+++ The data +++
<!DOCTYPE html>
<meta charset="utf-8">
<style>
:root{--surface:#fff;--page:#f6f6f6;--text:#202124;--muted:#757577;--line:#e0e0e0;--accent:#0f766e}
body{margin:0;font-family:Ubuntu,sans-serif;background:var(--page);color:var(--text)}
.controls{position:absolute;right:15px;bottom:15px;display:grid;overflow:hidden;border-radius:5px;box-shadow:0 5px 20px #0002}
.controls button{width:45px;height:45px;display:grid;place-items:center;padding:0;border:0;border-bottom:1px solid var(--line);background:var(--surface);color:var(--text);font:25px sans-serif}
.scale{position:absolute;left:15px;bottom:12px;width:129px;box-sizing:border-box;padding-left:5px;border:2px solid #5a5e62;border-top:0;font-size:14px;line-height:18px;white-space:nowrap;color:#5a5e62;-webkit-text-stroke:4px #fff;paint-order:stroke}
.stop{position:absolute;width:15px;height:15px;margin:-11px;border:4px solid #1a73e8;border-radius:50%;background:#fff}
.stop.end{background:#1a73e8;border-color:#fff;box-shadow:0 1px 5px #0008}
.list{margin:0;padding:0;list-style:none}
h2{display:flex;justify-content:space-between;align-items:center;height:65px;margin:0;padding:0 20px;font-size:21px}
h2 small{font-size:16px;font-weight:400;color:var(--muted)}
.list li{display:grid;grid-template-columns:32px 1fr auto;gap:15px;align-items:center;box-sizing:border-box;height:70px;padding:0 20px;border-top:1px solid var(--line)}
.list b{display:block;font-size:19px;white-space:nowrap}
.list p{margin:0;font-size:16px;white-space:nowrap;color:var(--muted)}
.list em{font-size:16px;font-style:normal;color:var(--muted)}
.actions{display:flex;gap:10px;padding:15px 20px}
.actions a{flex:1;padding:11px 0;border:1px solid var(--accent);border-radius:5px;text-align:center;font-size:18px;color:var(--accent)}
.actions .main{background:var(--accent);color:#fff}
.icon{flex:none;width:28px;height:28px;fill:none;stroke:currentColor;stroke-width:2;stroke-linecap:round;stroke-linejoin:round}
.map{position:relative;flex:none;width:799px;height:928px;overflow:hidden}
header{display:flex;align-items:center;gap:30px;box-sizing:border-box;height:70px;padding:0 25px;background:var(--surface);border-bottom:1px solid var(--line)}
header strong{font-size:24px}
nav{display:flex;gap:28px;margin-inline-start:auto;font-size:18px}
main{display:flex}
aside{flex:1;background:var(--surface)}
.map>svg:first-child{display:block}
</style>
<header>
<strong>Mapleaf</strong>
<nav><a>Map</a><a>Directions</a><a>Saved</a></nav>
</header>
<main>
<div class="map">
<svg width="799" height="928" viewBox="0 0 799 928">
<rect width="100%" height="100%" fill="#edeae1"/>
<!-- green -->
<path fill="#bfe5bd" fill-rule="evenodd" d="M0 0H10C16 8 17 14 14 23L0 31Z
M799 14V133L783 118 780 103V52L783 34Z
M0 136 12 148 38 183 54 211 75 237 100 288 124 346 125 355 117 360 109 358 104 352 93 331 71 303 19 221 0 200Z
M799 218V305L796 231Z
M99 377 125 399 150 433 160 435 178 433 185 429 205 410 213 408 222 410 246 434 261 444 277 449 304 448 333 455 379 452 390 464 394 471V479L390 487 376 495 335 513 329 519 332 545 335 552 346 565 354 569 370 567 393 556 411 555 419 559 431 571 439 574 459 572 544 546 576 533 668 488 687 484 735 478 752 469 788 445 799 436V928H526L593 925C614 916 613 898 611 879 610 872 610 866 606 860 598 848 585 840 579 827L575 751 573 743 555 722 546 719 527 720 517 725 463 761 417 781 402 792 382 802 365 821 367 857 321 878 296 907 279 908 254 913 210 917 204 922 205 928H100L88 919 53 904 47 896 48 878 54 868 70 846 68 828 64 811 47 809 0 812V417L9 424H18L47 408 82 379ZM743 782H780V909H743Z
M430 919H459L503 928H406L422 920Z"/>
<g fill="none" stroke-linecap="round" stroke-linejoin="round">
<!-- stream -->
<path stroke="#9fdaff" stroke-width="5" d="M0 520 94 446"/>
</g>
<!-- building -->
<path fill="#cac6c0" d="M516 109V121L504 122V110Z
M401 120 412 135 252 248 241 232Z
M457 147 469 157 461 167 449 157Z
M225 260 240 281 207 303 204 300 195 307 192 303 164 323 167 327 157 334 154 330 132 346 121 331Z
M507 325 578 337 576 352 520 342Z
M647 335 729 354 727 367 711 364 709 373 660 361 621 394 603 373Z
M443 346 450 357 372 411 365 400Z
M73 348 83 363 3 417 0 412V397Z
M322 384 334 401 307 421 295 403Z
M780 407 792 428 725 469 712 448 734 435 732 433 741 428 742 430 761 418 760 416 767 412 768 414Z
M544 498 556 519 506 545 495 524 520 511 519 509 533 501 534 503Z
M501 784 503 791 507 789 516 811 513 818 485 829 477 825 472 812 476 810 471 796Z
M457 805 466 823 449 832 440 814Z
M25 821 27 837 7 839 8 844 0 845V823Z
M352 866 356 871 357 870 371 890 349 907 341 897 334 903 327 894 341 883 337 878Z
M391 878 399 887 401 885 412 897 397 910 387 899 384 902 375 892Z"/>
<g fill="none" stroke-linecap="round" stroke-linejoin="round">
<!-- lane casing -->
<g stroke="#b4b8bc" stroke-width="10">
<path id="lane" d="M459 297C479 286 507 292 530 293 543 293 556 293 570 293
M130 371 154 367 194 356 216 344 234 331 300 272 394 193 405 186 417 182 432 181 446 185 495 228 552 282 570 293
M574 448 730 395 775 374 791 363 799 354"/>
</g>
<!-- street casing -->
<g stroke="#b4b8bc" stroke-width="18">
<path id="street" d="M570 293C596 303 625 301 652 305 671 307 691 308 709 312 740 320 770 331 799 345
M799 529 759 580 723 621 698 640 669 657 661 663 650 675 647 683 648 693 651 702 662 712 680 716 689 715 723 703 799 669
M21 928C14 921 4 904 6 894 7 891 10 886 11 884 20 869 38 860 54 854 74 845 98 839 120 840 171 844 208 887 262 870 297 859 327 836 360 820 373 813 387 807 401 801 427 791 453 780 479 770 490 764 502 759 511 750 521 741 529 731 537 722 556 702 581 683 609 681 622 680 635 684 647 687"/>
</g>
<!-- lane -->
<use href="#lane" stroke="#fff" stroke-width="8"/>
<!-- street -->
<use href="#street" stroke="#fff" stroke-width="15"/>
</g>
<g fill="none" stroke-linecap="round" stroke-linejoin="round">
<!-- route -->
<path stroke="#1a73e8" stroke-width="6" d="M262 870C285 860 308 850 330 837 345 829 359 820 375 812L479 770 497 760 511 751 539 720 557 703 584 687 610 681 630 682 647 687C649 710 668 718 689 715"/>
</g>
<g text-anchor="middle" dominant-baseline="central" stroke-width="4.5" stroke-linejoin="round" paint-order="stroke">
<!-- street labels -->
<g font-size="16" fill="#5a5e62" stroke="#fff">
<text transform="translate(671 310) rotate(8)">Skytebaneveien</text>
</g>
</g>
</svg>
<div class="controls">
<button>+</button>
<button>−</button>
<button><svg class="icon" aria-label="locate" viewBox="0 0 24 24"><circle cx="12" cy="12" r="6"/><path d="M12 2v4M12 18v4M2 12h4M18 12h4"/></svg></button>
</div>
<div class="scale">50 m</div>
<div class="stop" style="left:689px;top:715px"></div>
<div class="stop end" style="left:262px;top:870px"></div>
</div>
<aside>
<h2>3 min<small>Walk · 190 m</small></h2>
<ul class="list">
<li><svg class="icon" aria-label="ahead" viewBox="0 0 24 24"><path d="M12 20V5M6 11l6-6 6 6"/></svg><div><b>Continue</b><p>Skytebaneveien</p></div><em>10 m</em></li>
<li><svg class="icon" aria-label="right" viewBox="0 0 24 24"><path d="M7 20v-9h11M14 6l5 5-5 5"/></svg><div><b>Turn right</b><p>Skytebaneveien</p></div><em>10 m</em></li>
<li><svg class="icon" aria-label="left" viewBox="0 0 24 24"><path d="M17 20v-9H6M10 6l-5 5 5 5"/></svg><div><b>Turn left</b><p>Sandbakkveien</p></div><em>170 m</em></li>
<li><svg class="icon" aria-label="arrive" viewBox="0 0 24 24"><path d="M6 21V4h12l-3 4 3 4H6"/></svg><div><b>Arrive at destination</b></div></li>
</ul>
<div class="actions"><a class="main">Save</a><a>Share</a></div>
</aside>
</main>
+++
+++ The data +++
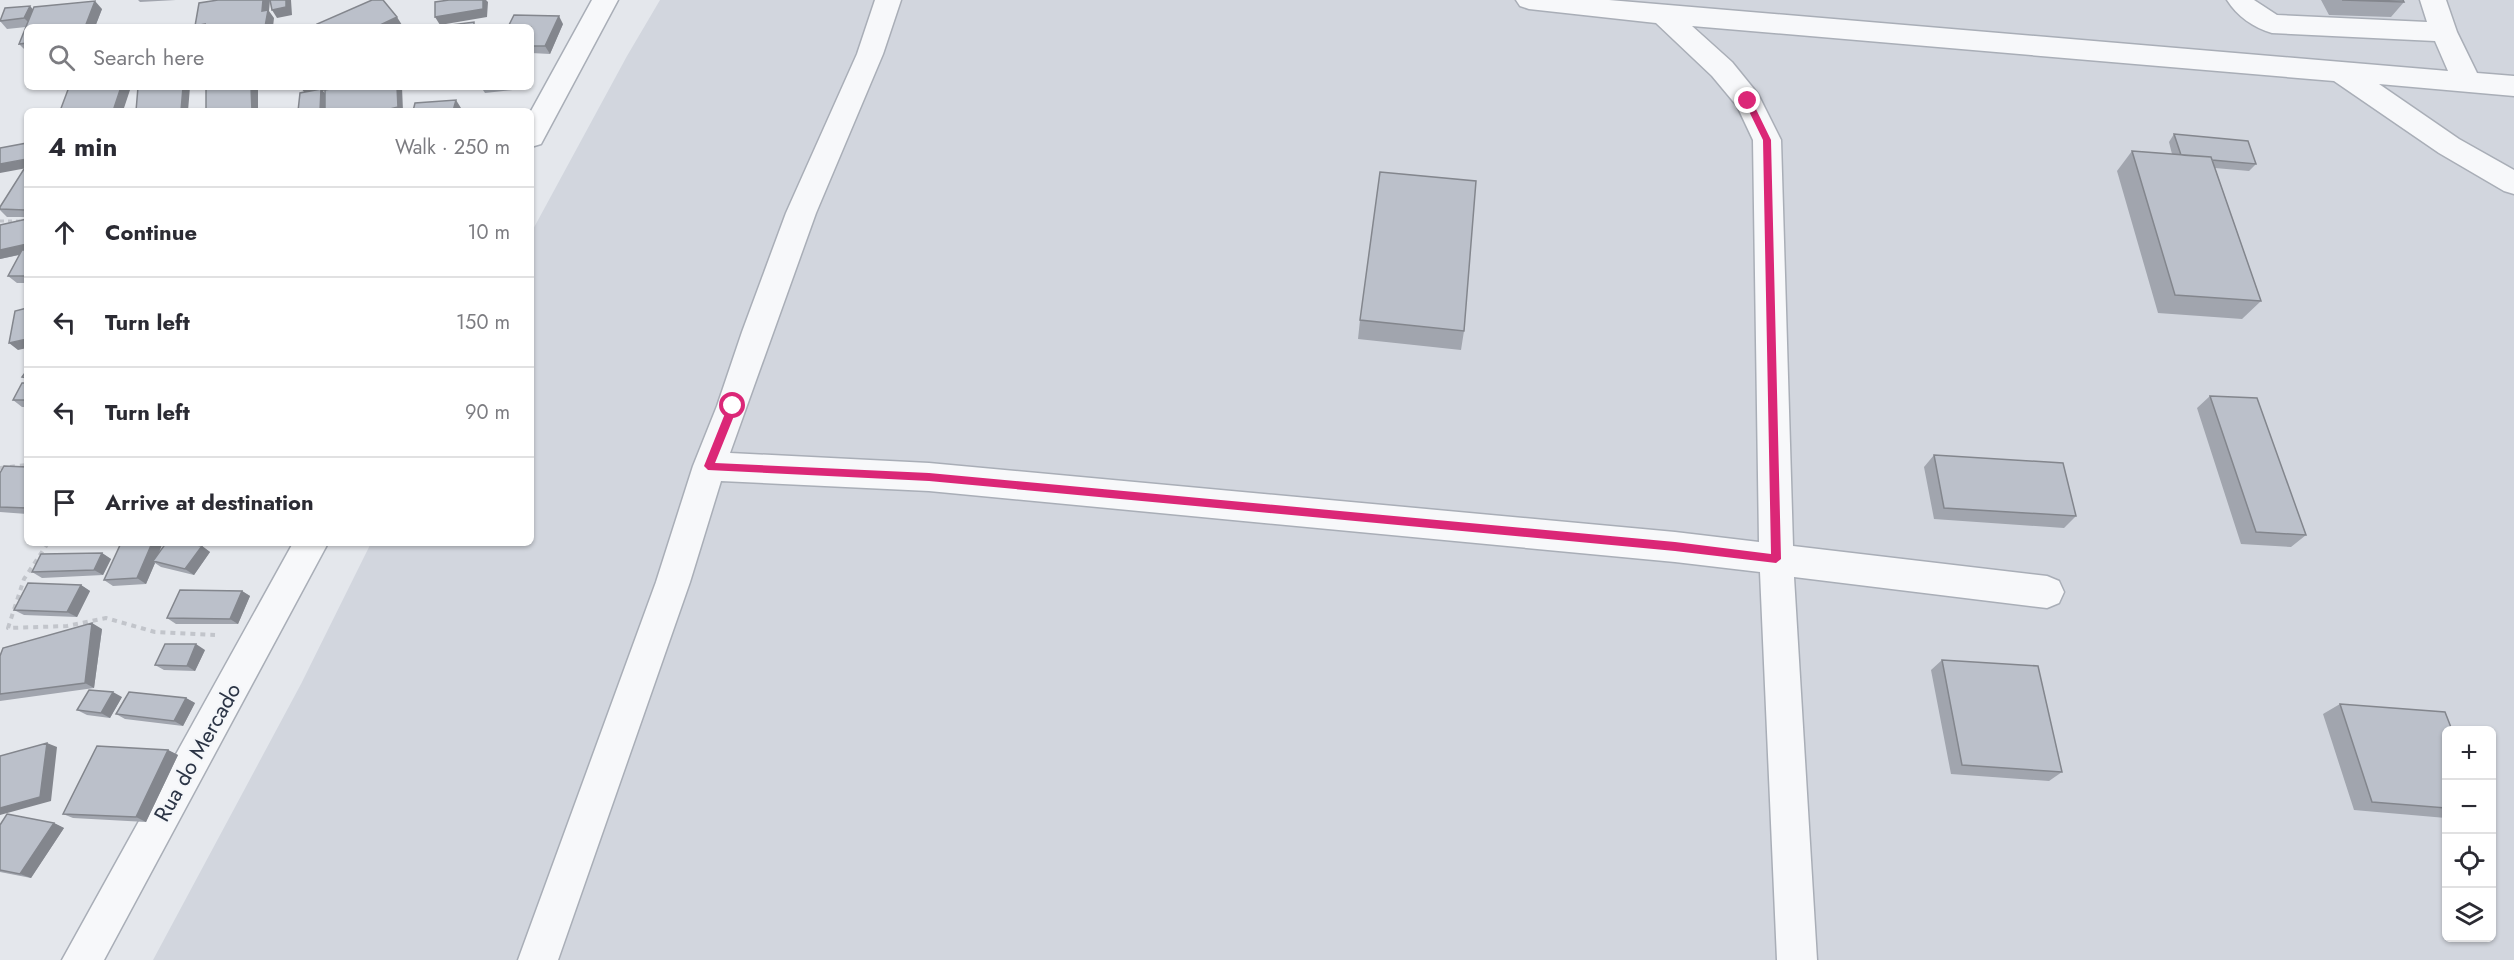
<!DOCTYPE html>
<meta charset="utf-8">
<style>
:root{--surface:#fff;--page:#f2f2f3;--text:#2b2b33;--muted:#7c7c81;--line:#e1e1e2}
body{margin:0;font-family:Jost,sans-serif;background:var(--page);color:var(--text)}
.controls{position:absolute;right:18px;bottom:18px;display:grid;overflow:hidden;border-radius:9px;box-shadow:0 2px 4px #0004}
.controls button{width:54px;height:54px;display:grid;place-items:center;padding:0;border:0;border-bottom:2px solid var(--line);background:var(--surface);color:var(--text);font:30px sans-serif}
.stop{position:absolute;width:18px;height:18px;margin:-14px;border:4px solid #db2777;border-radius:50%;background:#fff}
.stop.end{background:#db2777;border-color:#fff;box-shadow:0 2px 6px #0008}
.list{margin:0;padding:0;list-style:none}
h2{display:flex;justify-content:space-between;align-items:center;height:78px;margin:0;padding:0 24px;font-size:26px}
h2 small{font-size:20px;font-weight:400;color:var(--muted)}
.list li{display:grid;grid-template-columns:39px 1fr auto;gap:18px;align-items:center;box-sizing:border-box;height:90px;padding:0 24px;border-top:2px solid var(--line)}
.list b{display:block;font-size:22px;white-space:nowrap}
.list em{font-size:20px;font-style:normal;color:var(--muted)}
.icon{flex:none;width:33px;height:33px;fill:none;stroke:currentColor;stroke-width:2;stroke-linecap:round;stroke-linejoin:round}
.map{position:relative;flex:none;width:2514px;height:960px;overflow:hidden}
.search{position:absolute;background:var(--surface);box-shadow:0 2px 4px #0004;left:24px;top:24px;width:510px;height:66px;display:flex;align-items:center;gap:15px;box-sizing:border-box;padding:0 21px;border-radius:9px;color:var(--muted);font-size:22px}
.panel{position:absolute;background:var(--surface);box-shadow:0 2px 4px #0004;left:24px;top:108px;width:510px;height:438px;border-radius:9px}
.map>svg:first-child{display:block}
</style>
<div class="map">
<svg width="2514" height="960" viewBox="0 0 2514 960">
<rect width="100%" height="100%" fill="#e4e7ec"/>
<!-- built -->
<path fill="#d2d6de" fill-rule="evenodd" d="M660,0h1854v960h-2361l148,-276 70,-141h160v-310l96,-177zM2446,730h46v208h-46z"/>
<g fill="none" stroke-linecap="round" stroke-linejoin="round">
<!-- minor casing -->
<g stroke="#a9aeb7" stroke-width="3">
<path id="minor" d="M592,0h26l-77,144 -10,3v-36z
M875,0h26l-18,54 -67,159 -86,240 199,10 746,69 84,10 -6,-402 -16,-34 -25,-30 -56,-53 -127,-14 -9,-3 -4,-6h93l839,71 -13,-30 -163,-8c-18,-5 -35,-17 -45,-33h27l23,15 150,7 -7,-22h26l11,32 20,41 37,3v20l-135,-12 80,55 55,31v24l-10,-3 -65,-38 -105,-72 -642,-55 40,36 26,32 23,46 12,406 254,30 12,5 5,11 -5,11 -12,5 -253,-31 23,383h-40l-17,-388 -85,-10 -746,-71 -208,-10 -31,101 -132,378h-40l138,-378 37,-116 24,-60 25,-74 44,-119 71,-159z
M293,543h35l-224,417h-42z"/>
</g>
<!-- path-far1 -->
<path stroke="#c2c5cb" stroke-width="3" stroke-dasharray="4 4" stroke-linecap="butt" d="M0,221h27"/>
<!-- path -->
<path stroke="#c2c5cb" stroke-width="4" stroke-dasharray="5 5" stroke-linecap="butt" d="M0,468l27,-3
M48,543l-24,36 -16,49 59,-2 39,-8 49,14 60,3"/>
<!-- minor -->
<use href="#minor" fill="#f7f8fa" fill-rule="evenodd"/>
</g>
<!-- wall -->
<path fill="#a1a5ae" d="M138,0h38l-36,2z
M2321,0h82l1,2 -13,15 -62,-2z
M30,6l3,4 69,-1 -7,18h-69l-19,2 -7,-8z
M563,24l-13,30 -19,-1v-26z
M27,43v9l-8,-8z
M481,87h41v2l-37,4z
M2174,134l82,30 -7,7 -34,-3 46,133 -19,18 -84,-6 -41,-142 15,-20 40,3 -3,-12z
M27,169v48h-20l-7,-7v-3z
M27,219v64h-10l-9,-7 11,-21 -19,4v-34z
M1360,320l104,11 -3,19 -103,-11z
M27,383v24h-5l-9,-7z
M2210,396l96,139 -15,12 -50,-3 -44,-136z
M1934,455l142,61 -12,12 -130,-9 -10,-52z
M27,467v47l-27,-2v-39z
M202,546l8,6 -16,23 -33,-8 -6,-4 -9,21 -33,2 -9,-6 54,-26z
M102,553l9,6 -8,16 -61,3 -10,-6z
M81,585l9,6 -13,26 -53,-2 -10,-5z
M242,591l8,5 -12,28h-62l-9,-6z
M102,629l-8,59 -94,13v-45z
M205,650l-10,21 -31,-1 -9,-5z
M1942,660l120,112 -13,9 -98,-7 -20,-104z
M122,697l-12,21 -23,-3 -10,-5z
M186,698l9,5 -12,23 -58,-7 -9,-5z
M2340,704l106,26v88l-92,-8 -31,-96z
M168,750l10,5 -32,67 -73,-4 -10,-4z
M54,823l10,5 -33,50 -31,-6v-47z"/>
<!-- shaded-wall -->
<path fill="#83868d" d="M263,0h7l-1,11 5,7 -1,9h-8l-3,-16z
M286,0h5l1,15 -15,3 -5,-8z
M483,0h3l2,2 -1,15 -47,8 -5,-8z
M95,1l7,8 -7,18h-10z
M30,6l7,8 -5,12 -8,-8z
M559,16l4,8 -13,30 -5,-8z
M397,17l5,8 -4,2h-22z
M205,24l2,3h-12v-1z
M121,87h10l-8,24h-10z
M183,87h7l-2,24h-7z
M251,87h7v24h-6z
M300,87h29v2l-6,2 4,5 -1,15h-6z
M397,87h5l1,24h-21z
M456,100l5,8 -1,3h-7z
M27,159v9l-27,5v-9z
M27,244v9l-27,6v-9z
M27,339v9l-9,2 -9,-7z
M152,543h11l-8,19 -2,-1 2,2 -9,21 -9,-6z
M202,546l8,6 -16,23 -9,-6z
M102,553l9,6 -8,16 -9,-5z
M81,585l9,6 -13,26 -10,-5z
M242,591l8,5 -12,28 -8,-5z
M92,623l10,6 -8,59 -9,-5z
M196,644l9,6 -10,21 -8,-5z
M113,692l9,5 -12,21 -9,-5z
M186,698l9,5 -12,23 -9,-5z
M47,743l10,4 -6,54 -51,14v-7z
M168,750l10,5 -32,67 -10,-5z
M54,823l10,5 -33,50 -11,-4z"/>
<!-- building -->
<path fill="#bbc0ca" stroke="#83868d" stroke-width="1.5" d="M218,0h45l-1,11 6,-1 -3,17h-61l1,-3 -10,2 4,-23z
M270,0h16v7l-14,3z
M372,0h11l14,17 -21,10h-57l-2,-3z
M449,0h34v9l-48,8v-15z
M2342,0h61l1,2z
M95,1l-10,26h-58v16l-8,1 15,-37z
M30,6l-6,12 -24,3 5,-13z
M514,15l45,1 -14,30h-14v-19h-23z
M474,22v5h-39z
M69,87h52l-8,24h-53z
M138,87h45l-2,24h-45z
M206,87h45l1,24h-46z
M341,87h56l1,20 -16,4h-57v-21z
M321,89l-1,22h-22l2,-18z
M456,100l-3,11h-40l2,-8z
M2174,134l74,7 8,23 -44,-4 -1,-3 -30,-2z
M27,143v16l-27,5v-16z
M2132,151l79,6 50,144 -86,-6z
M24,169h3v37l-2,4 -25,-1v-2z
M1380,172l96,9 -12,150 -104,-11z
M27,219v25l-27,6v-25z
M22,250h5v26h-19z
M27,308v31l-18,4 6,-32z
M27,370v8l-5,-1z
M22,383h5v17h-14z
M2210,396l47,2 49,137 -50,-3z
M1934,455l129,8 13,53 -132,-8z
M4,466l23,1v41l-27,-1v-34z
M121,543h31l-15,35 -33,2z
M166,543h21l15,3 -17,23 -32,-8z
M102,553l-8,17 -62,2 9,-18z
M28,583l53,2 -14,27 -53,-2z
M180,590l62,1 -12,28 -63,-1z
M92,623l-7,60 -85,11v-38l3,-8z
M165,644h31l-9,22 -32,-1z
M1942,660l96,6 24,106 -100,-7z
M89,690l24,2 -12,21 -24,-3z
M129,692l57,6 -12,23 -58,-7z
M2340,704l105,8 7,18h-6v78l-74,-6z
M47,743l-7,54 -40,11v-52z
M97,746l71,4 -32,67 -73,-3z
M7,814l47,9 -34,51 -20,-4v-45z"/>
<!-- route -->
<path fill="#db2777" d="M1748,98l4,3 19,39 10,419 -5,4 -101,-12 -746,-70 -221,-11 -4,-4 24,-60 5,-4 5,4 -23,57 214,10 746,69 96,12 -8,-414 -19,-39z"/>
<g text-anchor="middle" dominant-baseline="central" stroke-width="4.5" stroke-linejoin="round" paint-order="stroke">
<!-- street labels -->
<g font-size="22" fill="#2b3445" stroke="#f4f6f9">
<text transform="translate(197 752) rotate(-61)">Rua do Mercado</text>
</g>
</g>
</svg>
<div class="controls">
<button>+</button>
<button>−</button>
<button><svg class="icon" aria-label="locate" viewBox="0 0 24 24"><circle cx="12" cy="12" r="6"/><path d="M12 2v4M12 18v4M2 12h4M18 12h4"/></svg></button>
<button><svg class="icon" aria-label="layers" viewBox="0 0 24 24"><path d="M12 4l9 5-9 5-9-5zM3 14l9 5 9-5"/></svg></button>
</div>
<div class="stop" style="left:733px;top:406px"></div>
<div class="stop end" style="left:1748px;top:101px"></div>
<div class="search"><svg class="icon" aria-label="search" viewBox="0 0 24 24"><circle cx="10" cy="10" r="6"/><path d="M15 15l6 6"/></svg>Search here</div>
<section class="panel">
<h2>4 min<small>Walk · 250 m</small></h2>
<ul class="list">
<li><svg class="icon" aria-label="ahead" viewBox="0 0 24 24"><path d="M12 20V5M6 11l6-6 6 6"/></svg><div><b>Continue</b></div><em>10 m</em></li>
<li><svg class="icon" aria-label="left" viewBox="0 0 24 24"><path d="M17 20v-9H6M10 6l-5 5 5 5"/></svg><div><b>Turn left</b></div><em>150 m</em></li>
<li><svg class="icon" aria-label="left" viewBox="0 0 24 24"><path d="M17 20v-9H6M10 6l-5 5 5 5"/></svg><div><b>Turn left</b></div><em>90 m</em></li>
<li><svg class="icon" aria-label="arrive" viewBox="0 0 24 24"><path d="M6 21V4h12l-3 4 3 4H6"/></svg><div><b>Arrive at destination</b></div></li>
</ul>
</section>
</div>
+++
» **Exercise instructions**: Across the entries above, tally the lines that contain the string "currentColor" and give that figure alone.

» **Written solution**: 2